[Records to process]
*****

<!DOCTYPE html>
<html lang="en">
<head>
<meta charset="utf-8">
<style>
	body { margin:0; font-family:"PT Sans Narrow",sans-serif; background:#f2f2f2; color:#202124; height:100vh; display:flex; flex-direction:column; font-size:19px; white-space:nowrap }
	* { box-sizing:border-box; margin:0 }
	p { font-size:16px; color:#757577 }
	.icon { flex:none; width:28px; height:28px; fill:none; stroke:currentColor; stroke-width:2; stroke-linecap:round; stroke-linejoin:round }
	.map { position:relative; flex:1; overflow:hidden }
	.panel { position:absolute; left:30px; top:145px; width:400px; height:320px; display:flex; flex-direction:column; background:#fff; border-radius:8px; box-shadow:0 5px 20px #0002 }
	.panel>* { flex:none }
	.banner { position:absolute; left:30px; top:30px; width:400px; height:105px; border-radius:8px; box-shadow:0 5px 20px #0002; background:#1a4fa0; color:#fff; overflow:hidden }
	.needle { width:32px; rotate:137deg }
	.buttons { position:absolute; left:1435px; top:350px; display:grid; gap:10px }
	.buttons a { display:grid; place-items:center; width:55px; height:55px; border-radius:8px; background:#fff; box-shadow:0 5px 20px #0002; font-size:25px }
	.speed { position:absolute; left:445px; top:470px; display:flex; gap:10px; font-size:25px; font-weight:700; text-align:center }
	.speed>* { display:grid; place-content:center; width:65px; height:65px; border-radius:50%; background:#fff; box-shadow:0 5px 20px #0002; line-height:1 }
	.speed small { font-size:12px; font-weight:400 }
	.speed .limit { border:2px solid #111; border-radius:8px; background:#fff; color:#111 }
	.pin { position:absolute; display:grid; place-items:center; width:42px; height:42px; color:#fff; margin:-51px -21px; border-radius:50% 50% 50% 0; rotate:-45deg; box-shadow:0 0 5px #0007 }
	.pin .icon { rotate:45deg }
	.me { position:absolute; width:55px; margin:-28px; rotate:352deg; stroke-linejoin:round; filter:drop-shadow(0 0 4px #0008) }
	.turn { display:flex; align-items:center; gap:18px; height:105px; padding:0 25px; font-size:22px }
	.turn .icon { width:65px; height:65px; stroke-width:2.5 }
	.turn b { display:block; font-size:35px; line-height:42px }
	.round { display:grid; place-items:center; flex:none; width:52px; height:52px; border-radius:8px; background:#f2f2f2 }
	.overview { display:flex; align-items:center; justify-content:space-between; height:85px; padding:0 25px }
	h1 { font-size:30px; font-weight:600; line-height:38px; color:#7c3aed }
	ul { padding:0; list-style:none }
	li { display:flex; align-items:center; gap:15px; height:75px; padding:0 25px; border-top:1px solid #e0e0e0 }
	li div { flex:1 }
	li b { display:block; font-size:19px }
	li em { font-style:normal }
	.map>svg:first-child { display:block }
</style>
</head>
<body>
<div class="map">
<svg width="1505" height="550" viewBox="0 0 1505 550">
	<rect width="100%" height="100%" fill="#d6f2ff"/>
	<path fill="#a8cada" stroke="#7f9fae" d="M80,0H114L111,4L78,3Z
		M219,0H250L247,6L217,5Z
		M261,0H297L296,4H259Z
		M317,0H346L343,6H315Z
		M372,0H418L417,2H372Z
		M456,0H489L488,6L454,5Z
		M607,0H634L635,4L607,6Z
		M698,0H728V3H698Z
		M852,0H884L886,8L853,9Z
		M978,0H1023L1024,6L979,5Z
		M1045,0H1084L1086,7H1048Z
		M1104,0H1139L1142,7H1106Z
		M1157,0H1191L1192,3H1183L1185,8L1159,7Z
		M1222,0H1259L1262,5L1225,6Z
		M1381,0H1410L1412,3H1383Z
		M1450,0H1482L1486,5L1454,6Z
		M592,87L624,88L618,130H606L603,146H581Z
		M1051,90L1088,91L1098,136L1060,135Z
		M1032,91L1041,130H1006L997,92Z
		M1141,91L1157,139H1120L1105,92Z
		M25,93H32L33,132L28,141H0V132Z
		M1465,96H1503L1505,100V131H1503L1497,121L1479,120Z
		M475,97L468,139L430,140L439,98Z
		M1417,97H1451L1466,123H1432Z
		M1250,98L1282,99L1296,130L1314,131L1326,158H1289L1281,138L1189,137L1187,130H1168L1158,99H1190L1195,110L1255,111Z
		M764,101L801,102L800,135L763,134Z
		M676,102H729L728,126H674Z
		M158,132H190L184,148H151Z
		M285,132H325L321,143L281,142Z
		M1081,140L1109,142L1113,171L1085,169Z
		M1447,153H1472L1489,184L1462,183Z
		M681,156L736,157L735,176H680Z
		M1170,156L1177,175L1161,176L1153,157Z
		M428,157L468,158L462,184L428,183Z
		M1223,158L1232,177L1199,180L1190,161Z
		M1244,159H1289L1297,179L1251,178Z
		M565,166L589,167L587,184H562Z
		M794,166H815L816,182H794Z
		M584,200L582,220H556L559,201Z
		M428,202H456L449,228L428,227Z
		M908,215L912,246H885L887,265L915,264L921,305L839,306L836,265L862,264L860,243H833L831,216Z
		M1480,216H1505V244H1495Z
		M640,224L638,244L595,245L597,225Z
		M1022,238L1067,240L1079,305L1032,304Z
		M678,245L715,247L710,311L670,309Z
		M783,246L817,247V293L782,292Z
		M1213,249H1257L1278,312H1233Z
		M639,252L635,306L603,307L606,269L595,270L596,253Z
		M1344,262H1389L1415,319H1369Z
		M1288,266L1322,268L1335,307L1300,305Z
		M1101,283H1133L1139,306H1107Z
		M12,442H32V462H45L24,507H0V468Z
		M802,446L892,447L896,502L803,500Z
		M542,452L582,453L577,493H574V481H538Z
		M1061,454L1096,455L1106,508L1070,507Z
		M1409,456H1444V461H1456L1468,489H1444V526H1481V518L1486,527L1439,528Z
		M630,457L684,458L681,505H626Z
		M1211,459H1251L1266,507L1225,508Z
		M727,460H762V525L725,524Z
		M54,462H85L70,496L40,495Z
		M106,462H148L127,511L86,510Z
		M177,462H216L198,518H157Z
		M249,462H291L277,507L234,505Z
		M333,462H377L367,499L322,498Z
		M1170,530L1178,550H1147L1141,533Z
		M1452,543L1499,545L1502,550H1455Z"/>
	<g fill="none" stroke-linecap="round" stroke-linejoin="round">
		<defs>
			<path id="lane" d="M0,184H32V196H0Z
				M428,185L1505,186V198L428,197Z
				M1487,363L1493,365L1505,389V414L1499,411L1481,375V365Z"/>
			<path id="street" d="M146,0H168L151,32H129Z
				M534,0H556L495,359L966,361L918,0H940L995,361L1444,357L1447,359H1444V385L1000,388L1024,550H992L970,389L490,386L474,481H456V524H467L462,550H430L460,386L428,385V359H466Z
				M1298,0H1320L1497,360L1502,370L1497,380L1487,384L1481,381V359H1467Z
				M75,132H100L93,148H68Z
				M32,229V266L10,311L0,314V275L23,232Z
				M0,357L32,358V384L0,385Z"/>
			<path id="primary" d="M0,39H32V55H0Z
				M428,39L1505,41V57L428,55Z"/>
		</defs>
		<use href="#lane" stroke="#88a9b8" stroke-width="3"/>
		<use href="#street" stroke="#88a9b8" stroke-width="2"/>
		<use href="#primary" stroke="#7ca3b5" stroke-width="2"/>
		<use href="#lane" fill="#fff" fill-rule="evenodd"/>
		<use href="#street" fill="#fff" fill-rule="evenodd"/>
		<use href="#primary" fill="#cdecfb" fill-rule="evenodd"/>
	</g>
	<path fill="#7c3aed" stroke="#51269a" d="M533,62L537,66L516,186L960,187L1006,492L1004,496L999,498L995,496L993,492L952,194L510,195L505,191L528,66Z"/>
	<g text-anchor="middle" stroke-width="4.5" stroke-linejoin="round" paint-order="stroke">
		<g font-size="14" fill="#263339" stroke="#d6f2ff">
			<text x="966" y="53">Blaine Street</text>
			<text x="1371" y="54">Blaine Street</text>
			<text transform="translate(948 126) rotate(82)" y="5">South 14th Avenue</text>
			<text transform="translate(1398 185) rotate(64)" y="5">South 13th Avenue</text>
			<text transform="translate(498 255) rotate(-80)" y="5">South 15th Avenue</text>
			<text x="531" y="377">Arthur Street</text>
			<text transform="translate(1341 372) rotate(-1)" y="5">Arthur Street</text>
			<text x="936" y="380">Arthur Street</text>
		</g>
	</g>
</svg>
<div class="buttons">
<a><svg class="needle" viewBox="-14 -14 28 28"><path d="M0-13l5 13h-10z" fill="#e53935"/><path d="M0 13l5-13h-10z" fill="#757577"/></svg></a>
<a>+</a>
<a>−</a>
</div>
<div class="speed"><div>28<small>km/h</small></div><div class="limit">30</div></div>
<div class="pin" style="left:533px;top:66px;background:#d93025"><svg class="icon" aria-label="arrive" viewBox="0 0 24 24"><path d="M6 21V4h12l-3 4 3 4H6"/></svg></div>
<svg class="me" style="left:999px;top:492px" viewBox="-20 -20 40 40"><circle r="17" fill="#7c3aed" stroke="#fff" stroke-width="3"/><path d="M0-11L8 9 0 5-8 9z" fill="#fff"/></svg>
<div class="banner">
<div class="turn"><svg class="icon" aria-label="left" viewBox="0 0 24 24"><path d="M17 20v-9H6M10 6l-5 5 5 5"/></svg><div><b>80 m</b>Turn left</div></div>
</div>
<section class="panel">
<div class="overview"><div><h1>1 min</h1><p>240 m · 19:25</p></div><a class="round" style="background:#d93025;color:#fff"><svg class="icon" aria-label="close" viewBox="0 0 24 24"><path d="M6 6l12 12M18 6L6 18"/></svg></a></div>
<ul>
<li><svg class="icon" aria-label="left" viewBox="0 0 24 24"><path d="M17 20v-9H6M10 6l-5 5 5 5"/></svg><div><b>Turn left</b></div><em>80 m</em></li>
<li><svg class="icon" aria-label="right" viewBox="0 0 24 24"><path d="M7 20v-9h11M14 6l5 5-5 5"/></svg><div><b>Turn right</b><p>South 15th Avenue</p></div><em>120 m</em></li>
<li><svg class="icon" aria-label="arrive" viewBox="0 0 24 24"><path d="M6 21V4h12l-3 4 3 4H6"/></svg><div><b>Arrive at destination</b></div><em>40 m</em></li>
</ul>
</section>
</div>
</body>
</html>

*****

Please go through the listing and return each line that has "hidden" in it.

[Solution to this exercise]
	.map { position:relative; flex:1; overflow:hidden }
	.banner { position:absolute; left:30px; top:30px; width:400px; height:105px; border-radius:8px; box-shadow:0 5px 20px #0002; background:#1a4fa0; color:#fff; overflow:hidden }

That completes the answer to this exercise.